I put all my work on hold on work and started dealing with the Luke Forester case bit by bit, trying to make sense of his banter and brain. But as you might know if you have read the interview I gave to BBC, all of a sudden a flurry of cases started cropping all over the bloody United Kingdom. Birmingham, London, Leicestershire, Hereford. Dublin. Cardiff. Mate, they all displayed the same symptoms of coherent but inexplicable speech, aggression, behavior resembling extreme drug withdrawal. As if mass hysteria had suddenly gripped the nation.
It was in the middle of September that it occurred to me in a flash. It was a Facebook post written by a sociologist I think. Here I was, sipping tea and fiddling with my laptop by a crackling fire and my eyes fall upon this beautifully written column which predicted a time of great intellectual retardation caused by overexposure to social media and normalization of things that should not be normalized. It got me thinking. Perhaps Luke Forester had fallen prey to this retardation and his mind had snapped. The same goes for all the other patients filling the psychiatric wards elsewhere. It was the germ of a possibility and would require more study, more research.
But we ran out of time before that.

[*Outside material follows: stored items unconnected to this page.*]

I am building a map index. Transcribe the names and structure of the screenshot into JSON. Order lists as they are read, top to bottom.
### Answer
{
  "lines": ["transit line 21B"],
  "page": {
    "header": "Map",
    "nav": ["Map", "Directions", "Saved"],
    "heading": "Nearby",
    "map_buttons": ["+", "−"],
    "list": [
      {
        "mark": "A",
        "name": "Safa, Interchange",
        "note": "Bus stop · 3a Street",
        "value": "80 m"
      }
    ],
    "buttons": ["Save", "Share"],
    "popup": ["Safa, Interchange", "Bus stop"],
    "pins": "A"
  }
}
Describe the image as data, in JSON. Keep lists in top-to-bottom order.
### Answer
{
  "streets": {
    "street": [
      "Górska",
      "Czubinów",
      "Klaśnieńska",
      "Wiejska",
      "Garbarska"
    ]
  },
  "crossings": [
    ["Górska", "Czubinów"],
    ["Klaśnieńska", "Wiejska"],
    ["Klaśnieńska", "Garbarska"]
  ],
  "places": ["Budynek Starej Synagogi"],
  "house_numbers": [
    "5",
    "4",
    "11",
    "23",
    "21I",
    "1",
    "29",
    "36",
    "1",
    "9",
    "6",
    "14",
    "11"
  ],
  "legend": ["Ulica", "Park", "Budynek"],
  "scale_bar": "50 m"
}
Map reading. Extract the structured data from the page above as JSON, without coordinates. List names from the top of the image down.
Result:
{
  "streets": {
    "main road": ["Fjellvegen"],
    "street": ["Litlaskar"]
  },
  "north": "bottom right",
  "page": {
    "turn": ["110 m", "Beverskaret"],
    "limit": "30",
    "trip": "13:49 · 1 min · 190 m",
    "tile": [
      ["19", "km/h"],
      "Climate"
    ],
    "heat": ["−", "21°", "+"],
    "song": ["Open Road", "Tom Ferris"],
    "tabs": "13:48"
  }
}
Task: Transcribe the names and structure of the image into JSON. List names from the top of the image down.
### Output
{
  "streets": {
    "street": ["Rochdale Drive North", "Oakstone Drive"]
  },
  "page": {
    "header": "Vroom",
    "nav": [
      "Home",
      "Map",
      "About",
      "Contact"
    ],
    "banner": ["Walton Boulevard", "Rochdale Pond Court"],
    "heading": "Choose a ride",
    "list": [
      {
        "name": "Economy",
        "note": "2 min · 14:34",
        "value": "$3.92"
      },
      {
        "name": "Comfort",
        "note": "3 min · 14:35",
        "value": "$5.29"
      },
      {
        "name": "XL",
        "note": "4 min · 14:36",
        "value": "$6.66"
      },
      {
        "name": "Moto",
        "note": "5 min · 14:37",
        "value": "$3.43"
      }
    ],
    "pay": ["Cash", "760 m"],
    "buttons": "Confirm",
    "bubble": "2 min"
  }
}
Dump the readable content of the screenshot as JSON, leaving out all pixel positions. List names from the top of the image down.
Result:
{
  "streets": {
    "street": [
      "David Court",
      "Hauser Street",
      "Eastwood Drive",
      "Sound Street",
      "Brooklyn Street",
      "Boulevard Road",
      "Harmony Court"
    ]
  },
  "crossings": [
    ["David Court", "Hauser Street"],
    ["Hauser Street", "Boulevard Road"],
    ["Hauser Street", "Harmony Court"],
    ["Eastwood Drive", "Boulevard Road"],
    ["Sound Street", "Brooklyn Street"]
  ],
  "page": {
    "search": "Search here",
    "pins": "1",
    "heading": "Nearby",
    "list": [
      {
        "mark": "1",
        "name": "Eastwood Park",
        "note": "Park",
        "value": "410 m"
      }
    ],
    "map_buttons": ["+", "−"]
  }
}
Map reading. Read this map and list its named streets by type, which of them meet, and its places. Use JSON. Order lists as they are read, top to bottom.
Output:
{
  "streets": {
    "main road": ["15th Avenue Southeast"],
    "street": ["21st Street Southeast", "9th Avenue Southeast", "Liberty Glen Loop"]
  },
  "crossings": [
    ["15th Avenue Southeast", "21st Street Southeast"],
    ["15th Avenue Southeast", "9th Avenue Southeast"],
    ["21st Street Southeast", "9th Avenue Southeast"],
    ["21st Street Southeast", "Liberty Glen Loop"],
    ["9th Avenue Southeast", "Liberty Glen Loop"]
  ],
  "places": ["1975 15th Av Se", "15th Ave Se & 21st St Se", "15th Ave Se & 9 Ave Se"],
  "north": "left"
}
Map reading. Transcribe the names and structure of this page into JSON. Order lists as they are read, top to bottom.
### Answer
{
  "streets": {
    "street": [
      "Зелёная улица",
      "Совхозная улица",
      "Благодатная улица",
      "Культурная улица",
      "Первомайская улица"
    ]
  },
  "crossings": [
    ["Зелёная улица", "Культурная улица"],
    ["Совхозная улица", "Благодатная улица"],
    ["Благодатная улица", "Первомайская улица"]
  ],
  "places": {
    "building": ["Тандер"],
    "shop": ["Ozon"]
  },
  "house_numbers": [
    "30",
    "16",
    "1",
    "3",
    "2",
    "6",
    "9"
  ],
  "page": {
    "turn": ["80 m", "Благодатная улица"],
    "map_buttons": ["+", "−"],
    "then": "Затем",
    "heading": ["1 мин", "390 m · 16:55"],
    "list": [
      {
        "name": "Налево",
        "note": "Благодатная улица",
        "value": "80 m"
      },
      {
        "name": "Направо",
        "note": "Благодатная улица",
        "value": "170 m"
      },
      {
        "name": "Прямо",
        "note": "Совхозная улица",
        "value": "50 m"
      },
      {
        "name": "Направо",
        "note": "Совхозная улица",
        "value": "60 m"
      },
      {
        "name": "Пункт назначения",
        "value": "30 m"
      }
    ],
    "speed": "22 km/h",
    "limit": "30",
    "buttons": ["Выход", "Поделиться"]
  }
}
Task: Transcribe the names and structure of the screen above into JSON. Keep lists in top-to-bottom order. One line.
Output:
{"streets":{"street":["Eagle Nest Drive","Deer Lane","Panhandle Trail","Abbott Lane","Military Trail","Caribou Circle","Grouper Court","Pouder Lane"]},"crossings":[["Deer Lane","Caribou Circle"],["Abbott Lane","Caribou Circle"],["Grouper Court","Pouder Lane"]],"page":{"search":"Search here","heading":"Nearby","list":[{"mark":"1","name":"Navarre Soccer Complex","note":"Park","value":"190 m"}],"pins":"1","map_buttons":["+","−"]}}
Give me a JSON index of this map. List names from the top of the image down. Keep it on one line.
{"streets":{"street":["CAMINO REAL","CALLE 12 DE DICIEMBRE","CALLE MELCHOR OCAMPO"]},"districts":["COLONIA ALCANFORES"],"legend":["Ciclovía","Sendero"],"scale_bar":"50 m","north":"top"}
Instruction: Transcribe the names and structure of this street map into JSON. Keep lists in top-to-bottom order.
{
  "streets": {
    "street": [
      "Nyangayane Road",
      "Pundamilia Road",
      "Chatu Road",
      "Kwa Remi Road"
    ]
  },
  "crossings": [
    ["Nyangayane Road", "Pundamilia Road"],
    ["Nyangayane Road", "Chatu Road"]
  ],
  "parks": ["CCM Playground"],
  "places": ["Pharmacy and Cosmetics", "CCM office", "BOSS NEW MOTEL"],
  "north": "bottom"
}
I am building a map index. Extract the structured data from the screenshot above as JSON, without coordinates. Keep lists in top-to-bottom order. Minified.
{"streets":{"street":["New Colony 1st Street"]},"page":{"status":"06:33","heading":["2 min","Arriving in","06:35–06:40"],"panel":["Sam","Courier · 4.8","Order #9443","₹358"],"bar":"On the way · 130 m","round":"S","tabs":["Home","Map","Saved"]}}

Less than a month after Luke came to us, Bedlam was visited by a team of very official looking men and women. They just rolled into the premises one day in pitch black sedans with tinted windows, all dressed in crisp suits and dark sunglasses. Bluetooth earpieces stuck in their ears like slugs. Two of them had HK45 Tacticals strapped to their chests. My cousin is in the army so I know a bit about guns, and those meant serious business.
The leader of the little group shoved an official looking letter in my face. Said a lot of tosh about national security and delicate experiments. Basically, they were taking Luke off our hands and there was nothing I or anyone else could do to stop them. They bundled him into a car and drove away in a manoeuvre so smooth I knew they had had a lot of practice. Luke was still yelling about how Area 51 contains the remains of gray aliens when the door slammed on his face.
Doctor Bronson rubs his face and looks out of the window, lost in another age and time. The azaleas are in full bloom, the robins are singing and a pair of mounted police trot down the lane. It is the perfect suburban life. I finish scribbling and shake his hand, thanking him for his time. There are no parting words, no wistful regret. The MI5 confiscated his research and forbade him from speaking to another soul not soon after he discovered the first connections between social media and the disease now called Bronson-Jakoby Syndrome, or simply digital insanity. Now he helps heal the minds of those affected in the war for virtually no fees.
The cat hisses at me from its corner as I take the good doctor's leave.